** What this task involves **
Show each line of the data below in which "linejoin" occurs.

** Saved entries **
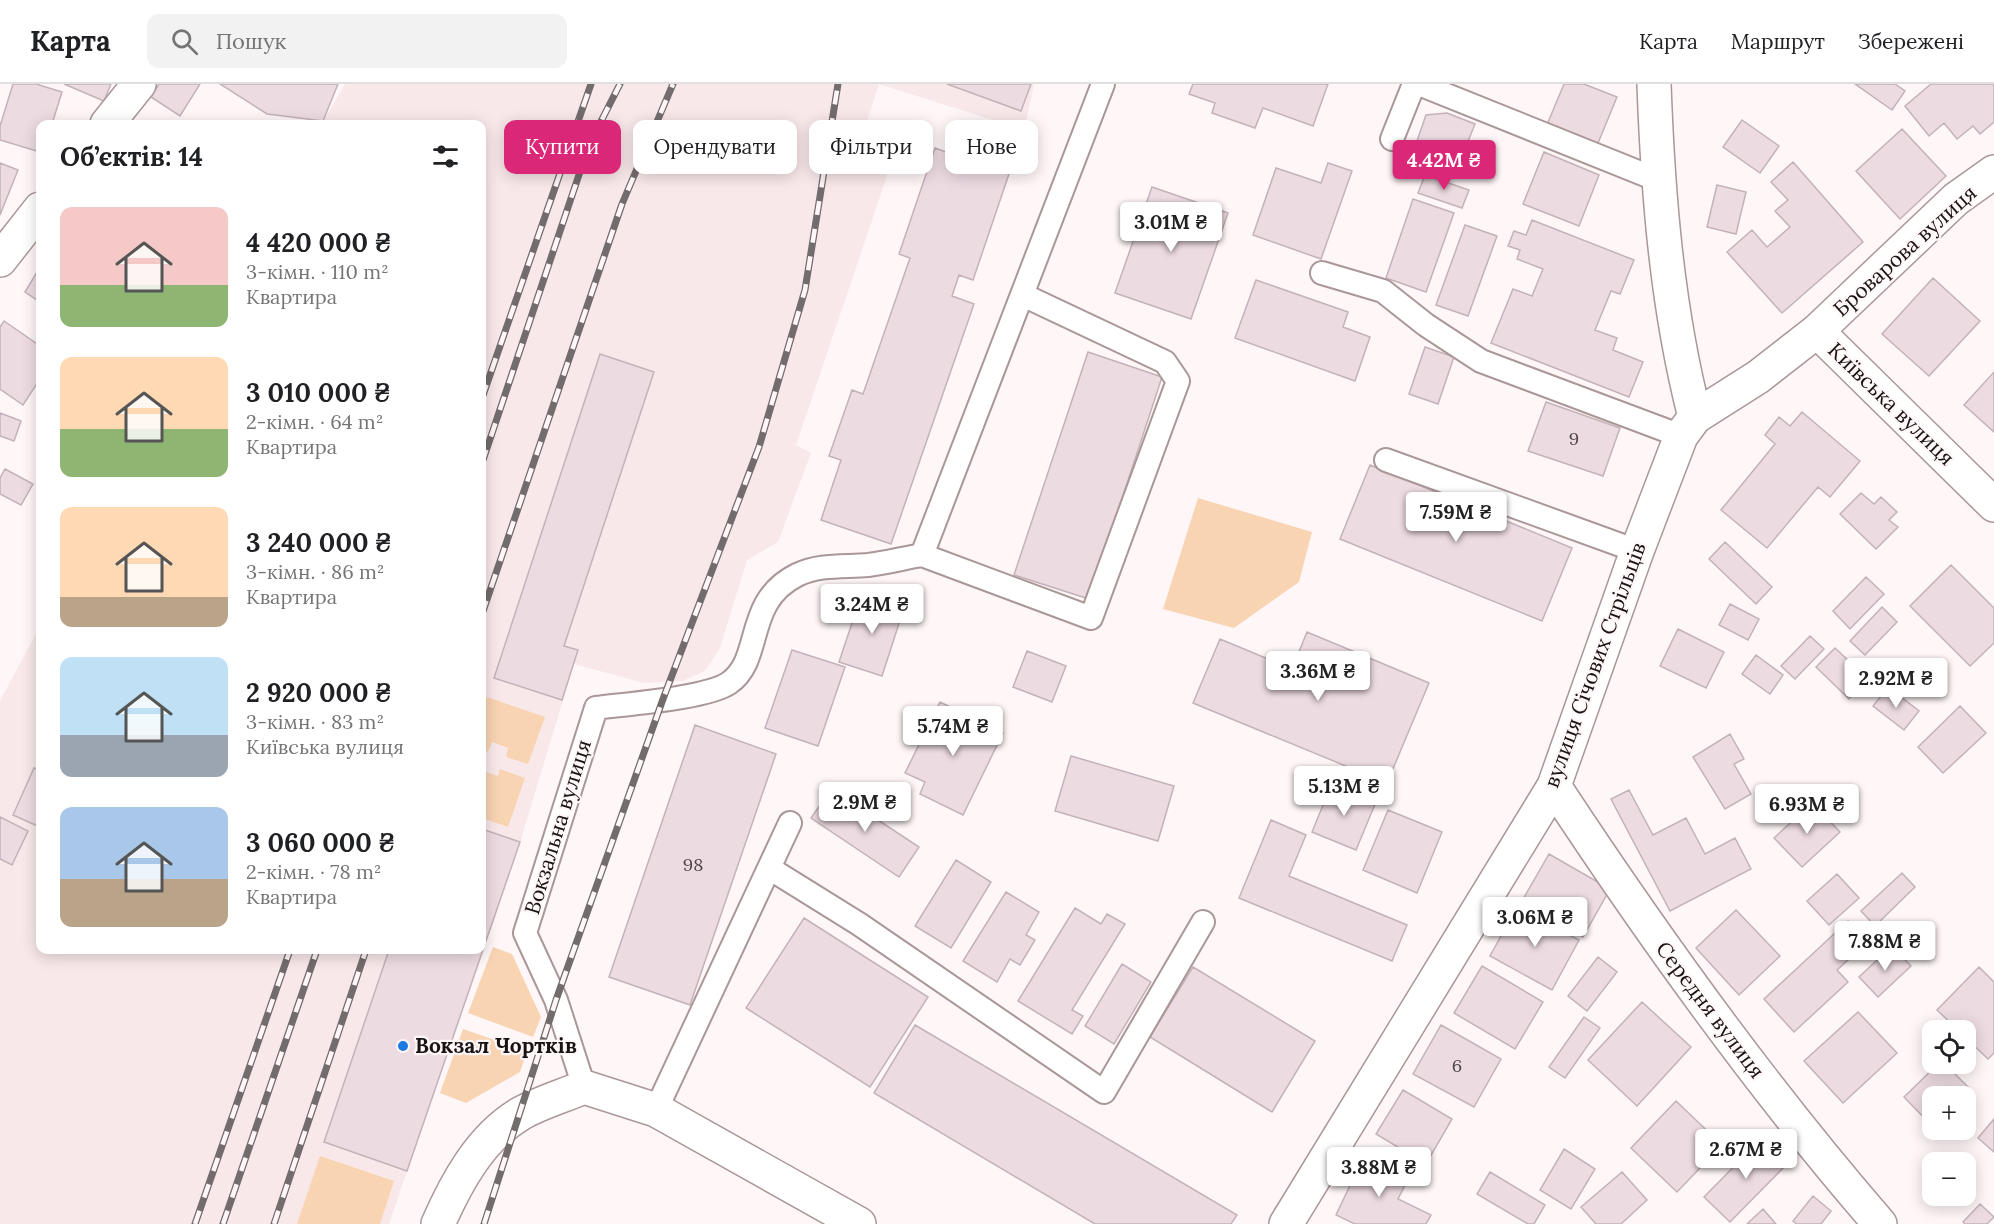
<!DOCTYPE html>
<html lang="uk">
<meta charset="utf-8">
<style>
:root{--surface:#fff;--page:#f2f2f2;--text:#202124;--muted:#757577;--line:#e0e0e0;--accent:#db2777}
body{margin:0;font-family:Lora,serif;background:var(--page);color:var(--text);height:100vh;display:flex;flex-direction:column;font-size:22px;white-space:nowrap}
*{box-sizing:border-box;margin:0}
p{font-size:20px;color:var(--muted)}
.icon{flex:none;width:33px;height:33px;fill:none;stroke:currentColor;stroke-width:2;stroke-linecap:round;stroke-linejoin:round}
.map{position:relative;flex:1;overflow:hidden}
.sheet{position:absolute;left:36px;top:36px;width:450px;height:834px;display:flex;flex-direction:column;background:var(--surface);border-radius:12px;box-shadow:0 3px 15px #0003}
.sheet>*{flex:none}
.banner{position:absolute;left:504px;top:36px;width:570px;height:54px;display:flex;gap:12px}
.fabs{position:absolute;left:1922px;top:936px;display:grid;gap:12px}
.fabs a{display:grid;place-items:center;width:54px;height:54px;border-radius:12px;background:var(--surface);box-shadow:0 3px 15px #0003;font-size:30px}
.price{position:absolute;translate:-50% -51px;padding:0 14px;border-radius:6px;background:#fff;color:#222;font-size:20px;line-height:39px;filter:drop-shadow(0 2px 3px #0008)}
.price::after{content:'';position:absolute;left:50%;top:36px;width:18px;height:14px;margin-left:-9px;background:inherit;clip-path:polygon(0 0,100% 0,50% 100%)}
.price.selected{background:var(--accent);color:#fff}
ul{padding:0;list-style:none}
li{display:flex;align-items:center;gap:18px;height:150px;padding:0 24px}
li span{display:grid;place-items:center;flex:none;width:168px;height:120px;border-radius:12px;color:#555}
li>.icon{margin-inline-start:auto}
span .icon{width:72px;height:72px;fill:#fffc;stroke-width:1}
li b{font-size:26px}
h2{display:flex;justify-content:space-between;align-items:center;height:72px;padding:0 24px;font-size:26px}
.tag{padding:0 21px;border-radius:12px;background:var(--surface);box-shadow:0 3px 15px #0003;font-size:21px;line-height:54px}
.tag.selected{background:var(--accent);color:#fff}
header{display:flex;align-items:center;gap:36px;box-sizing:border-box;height:84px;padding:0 30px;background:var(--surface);border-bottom:2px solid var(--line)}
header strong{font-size:28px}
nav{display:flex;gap:33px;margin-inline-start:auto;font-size:21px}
.search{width:420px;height:54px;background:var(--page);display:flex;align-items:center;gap:15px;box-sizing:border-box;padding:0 21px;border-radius:12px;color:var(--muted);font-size:22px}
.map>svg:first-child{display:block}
.built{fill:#f9e8e9}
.green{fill:#f9d4b3}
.building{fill:#eddbe2;stroke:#c3b2b9;stroke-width:1.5}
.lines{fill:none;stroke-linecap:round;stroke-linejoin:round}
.service-casing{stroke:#aa9798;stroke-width:26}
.minor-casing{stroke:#aa9798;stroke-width:36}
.tertiary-casing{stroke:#aa9798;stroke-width:36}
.service{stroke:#fff;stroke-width:22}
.minor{stroke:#fff;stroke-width:33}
.tertiary{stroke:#fff;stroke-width:33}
.rail-casing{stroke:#736c6c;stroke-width:7}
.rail{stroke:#fff6f7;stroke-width:4.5;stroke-dasharray:14;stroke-linecap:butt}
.poi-dot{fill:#1d7ae3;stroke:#fff6f7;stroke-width:2}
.labels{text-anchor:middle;stroke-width:4.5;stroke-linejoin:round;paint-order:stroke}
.number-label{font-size:18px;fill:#4e4547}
.street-label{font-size:21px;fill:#191313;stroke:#fff6f7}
.poi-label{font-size:21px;font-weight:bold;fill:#191313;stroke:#fff6f7;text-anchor:start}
</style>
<header>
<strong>Карта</strong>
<div class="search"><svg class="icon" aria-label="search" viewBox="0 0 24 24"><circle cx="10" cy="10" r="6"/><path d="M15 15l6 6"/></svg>Пошук</div>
<nav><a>Карта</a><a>Маршрут</a><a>Збережені</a></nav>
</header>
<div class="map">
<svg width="1994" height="1140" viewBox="0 0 1994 1140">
<rect width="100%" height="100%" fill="#fff6f7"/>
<!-- built -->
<path class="built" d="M 345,0 L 1034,0 L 1024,46 L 879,0 L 862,52 L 887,92 L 796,361 L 811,369 L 778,458 L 747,476 L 720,564 L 705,587 L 683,597 L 644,599 L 574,580 L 520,758 L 389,1140 L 0,1140 L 0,617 L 39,544 L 40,866 L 482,866 L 482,40 L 322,40 Z"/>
<!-- green -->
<path class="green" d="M 1198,414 L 1312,448 L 1299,498 L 1234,544 L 1163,525 Z
M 487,613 L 545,633 L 528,680 L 506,673 L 508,664 L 492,658 L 488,668 L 482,665 L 482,628 Z
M 482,679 L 484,680 L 483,687 L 498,692 L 500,685 L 525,694 L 508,743 L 482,734 Z
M 493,863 L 512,870 L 541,933 L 533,953 L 468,929 Z
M 463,945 L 527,967 L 520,988 L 466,1019 L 440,1009 Z
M 320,1072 L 394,1097 L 380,1140 L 297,1140 Z"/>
<!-- building -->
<path class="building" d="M 13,0 L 36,0 L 62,8 L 52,40 L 40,40 L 40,68 L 0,56 L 0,42 Z
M 64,0 L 111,0 L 104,17 Z
M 159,0 L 200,0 L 180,32 L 151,13 Z
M 220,0 L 338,0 L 323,37 L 267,30 Z
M 947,0 L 1031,0 L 1021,27 Z
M 1193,0 L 1328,0 L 1313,42 L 1263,24 L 1255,44 L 1212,29 L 1215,19 L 1189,10 Z
M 1564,0 L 1584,0 L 1617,13 L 1596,64 L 1546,43 Z
M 1855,0 L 1895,0 L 1905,7 L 1892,26 Z
M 1931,0 L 1994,0 L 1994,38 L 1980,50 L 1973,42 L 1957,55 L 1944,39 L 1929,52 L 1905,22 Z
M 1447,29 L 1475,40 L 1461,75 L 1417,57 L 1426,31 Z
M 1742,36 L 1779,62 L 1760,89 L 1723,63 Z
M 1902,45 L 1946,92 L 1900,135 L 1856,87 Z
M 953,48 L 1006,67 L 1000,87 L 1009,90 L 973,196 L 959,191 L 952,212 L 974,220 L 891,460 L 821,436 L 841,376 L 829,372 L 852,306 L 863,310 L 910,174 L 899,170 L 935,64 L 946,68 Z
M 1544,68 L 1599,91 L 1579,142 L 1523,120 Z
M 1793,78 L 1863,158 L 1782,229 L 1727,168 L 1752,146 L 1767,163 L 1790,143 L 1775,127 L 1788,116 L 1771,98 Z
M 0,79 L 18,86 L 0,131 Z
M 1328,79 L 1352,87 L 1321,175 L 1253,151 L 1276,84 L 1321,99 Z
M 1425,91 L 1469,106 L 1462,124 L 1418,109 Z
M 1717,101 L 1746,108 L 1736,150 L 1707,143 Z
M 1152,103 L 1228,129 L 1191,235 L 1115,209 Z
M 1413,115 L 1454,129 L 1426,208 L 1386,194 Z
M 1532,136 L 1634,176 L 1620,210 L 1611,207 L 1595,246 L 1617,254 L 1613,266 L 1643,278 L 1629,313 L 1491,259 L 1513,205 L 1532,212 L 1543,185 L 1517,175 L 1520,166 L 1508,162 L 1514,147 L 1526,151 Z
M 1465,141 L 1497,152 L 1468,232 L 1436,221 Z
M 40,183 L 40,218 L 25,208 Z
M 1933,194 L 1980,237 L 1929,292 L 1882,250 Z
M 1256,196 L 1348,228 L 1343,243 L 1370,253 L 1355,297 L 1235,254 Z
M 4,237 L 40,262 L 40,295 L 23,321 L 0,305 L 0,243 Z
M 1425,263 L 1454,273 L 1438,320 L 1409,310 Z
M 1088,268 L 1162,293 L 1089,515 L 1014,491 Z
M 600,270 L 654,288 L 564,562 L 578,566 L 562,616 L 494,594 Z
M 1994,288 L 1994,348 L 1964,321 Z
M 1546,318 L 1620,344 L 1603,392 L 1528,367 Z
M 1802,328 L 1860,377 L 1830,413 L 1818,403 L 1767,464 L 1721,426 L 1775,360 L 1765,351 L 1779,333 L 1790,342 Z
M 0,329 L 21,337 L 14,357 L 0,352 Z
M 1370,381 L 1572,464 L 1542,537 L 1340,455 Z
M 5,385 L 33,400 L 21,421 L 0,410 L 0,394 Z
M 1861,409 L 1874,420 L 1881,413 L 1897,428 L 1889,436 L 1898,443 L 1876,465 L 1840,430 Z
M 1725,458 L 1772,503 L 1756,520 L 1709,475 Z
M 1951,481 L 1994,524 L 1994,559 L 1970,582 L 1910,522 Z
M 1866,493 L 1884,510 L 1850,545 L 1833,527 Z
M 862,509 L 904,524 L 882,592 L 839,578 Z
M 1730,520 L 1759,535 L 1748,556 L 1719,541 Z
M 1882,523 L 1897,538 L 1865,571 L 1850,557 Z
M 1678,545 L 1724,568 L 1706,604 L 1660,582 Z
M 1307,548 L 1429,599 L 1387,699 L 1193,619 L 1220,555 L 1292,585 Z
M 1810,552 L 1824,565 L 1795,595 L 1781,582 Z
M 1835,564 L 1868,595 L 1849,615 L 1816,583 Z
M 792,566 L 845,583 L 818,662 L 765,644 Z
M 1027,567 L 1066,582 L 1052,618 L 1013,603 Z
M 1756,571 L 1783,591 L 1770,610 L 1742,590 Z
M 1888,603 L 1919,627 L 1904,646 L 1873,622 Z
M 940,618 L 1003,649 L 963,731 L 920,710 L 925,698 L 905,689 Z
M 1960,622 L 1986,649 L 1943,689 L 1918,663 Z
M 695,641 L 776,670 L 690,921 L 609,893 Z
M 1730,650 L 1744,675 L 1734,680 L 1751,710 L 1725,725 L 1693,673 Z
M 1071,672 L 1174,702 L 1158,757 L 1055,727 Z
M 34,684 L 40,686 L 40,743 L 13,731 Z
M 1332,699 L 1376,718 L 1356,766 L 1312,748 Z
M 831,705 L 919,763 L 899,793 L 811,734 Z
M 1629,706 L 1653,751 L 1686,734 L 1705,770 L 1735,754 L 1751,785 L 1670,827 L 1611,715 Z
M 1812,719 L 1840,748 L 1802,783 L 1774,754 Z
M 1388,726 L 1442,748 L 1417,809 L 1363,786 Z
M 0,733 L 28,747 L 12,781 L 0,775 Z
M 1271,736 L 1306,751 L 1289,792 L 1407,841 L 1392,877 L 1239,814 Z
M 482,745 L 520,758 L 407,1087 L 324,1058 L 389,866 L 482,866 Z
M 1549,770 L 1610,805 L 1583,853 L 1522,817 Z
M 956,776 L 991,798 L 951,864 L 915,842 Z
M 1902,789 L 1915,803 L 1875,842 L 1861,827 Z
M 1837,790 L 1859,814 L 1829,841 L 1807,817 Z
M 1006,808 L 1039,828 L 1026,851 L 1035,856 L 1020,881 L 1010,875 L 997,898 L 963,877 Z
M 1517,823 L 1579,856 L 1552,906 L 1490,872 Z
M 1075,824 L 1101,840 L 1107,830 L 1125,840 L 1072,926 L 1083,932 L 1072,950 L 1018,917 Z
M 1736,826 L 1780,872 L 1739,911 L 1696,864 Z
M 804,834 L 928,913 L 870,1003 L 746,924 Z
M 1848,837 L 1868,858 L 1837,886 L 1848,898 L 1794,948 L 1764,915 Z
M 1892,862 L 1911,882 L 1878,913 L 1859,893 Z
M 1598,873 L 1617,888 L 1587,927 L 1568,912 Z
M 1122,880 L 1151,898 L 1114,960 L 1085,942 Z
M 1482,882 L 1543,918 L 1515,965 L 1454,929 Z
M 1193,883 L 1315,957 L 1272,1028 L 1150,953 Z
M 1979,883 L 1994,898 L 1994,969 L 1988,975 L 1965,953 L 1965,946 L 1958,946 L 1937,926 Z
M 1642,918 L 1691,963 L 1637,1022 L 1588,976 Z
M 1858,928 L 1897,969 L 1843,1019 L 1804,977 Z
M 1584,933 L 1600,944 L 1565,994 L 1549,983 Z
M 915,941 L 1237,1131 L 1231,1140 L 1095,1140 L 874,1009 Z
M 1441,941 L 1501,975 L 1474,1023 L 1413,990 Z
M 1938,980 L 1945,980 L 1969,1004 L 1961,1012 L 1932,1012 L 1931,1041 L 1904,1013 Z
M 1403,1006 L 1452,1035 L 1426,1080 L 1376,1050 Z
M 1676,1017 L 1722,1061 L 1677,1108 L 1631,1064 Z
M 1994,1035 L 1994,1068 L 1978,1054 Z
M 1762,1054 L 1788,1079 L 1730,1138 L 1704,1113 Z
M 1564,1065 L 1595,1085 L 1571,1125 L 1540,1106 Z
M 1364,1072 L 1409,1093 L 1398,1115 L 1431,1131 L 1426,1140 L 1355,1140 L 1336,1131 Z
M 1490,1088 L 1545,1121 L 1534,1140 L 1528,1140 L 1477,1110 Z
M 1622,1088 L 1647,1116 L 1621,1140 L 1596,1140 L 1581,1123 Z
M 1813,1112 L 1831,1127 L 1821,1140 L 1797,1140 L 1793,1137 Z
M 1980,1120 L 1994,1133 L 1987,1140 L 1965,1140 L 1963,1138 Z
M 1763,1125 L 1776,1140 L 1747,1140 Z"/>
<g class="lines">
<defs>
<path id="service" d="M 1419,0 L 1658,96
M 1392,55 L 1414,0
M 1322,189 L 1383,207 L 1426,241 L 1481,277 L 1681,352
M 1386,376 L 1637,467
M 922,471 L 1091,534 L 1178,297 L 1165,278 L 1023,211
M 769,784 L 790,739
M 584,1003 L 556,916 L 525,849 L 596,624 C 626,620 708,614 729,599 C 764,575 743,518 797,491 C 819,480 844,483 868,481 C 886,479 904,474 922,471 L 1103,0
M 656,1026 L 769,784 L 859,840 L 1104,1008 L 1203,838"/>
<path id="minor" d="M 1654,0 C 1658,112 1667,224 1695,333
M 107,40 L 139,0
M 0,176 L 40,125
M 1817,247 L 1956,115 L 1994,88
M 1554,702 C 1654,854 1760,1002 1880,1140
M 1286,1140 L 1554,702 L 1637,467 L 1681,352 L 1695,333 L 1758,293 L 1817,247 L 1994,421"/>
<path id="tertiary" d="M 438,1140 C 456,1099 480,1054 520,1030 C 539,1019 563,1012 584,1003 L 656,1026 L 859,1140"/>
</defs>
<!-- service casing -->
<use href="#service" class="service-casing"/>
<!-- minor casing -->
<use href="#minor" class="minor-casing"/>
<!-- tertiary casing -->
<use href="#tertiary" class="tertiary-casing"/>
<!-- service -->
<use href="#service" class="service"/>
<!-- minor -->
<use href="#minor" class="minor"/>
<!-- tertiary -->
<use href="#tertiary" class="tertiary"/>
<defs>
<path id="rail" d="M 482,314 L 591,0
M 482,379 L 589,61 L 620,0
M 482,530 L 622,120 L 673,0
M 195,1140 L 290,866
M 223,1140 L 317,866
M 274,1140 L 366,866
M 484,1140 L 556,916 L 663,615 L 759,363 L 805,206 L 838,0"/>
</defs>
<!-- rail casing -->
<use href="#rail" class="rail-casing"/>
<!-- rail -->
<use href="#rail" class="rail"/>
</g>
<!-- markers -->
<circle class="poi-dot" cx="403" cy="962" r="6"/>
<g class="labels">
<!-- number labels -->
<g class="number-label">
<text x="1574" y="361">9</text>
<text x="693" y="787">98</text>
<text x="1457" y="988">6</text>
</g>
<!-- street labels -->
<g class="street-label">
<text transform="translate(1905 167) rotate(-42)" y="7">Броварова вулиця</text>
<text transform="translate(1891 320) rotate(44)" y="7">Київська вулиця</text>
<text transform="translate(1595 581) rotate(-70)" y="7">вулиця Січових Стрільців</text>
<text transform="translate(558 743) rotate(-73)" y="7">Вокзальна вулиця</text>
<text transform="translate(1710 926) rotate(53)" y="7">Середня вулиця</text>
</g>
<!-- poi labels -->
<g class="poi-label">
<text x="415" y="969">Вокзал Чортків</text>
</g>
</g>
</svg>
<div class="fabs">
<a><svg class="icon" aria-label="locate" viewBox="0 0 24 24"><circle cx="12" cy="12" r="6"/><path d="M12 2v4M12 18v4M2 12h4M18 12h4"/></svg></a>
<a>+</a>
<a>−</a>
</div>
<b class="price selected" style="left:1444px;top:107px">4.42M ₴</b>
<b class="price" style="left:1171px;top:169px">3.01M ₴</b>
<b class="price" style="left:1456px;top:459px">7.59M ₴</b>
<b class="price" style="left:872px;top:551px">3.24M ₴</b>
<b class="price" style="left:1318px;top:618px">3.36M ₴</b>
<b class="price" style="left:1896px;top:625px">2.92M ₴</b>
<b class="price" style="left:953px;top:673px">5.74M ₴</b>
<b class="price" style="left:1344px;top:733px">5.13M ₴</b>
<b class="price" style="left:865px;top:749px">2.9M ₴</b>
<b class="price" style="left:1807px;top:751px">6.93M ₴</b>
<b class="price" style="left:1535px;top:864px">3.06M ₴</b>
<b class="price" style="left:1885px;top:888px">7.88M ₴</b>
<b class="price" style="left:1746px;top:1096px">2.67M ₴</b>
<b class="price" style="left:1379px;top:1114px">3.88M ₴</b>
<div class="banner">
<a class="tag selected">Купити</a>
<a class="tag">Орендувати</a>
<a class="tag">Фільтри</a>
<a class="tag">Нове</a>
</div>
<section class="sheet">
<h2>Об’єктів: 14<svg class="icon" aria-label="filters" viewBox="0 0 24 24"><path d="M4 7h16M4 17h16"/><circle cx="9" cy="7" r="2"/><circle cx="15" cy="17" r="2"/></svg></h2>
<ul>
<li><span style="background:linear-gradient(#f6c9c9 65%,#8fb573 0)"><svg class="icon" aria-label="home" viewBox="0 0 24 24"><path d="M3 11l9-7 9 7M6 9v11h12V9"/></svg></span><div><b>4 420 000 ₴</b><p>3-кімн. · 110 m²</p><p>Квартира</p></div></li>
<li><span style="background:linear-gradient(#ffd9b3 60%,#8fb573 0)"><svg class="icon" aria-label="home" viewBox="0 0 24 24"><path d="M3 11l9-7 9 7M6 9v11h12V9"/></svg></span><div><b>3 010 000 ₴</b><p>2-кімн. · 64 m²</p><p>Квартира</p></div></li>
<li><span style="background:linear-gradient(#ffd9b3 75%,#b9a48a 0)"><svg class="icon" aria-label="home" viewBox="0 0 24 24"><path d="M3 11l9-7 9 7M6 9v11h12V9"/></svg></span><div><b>3 240 000 ₴</b><p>3-кімн. · 86 m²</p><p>Квартира</p></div></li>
<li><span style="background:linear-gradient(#bfe0f5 65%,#9aa5b1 0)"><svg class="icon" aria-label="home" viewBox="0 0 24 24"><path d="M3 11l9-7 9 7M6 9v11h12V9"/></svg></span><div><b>2 920 000 ₴</b><p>3-кімн. · 83 m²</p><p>Київська вулиця</p></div></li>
<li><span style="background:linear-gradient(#a9c7e8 60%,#b9a48a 0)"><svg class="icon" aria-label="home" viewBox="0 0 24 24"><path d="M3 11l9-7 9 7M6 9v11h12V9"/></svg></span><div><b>3 060 000 ₴</b><p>2-кімн. · 78 m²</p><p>Квартира</p></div></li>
</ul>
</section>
</div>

** Response **
.icon{flex:none;width:33px;height:33px;fill:none;stroke:currentColor;stroke-width:2;stroke-linecap:round;stroke-linejoin:round}
.lines{fill:none;stroke-linecap:round;stroke-linejoin:round}
.labels{text-anchor:middle;stroke-width:4.5;stroke-linejoin:round;paint-order:stroke}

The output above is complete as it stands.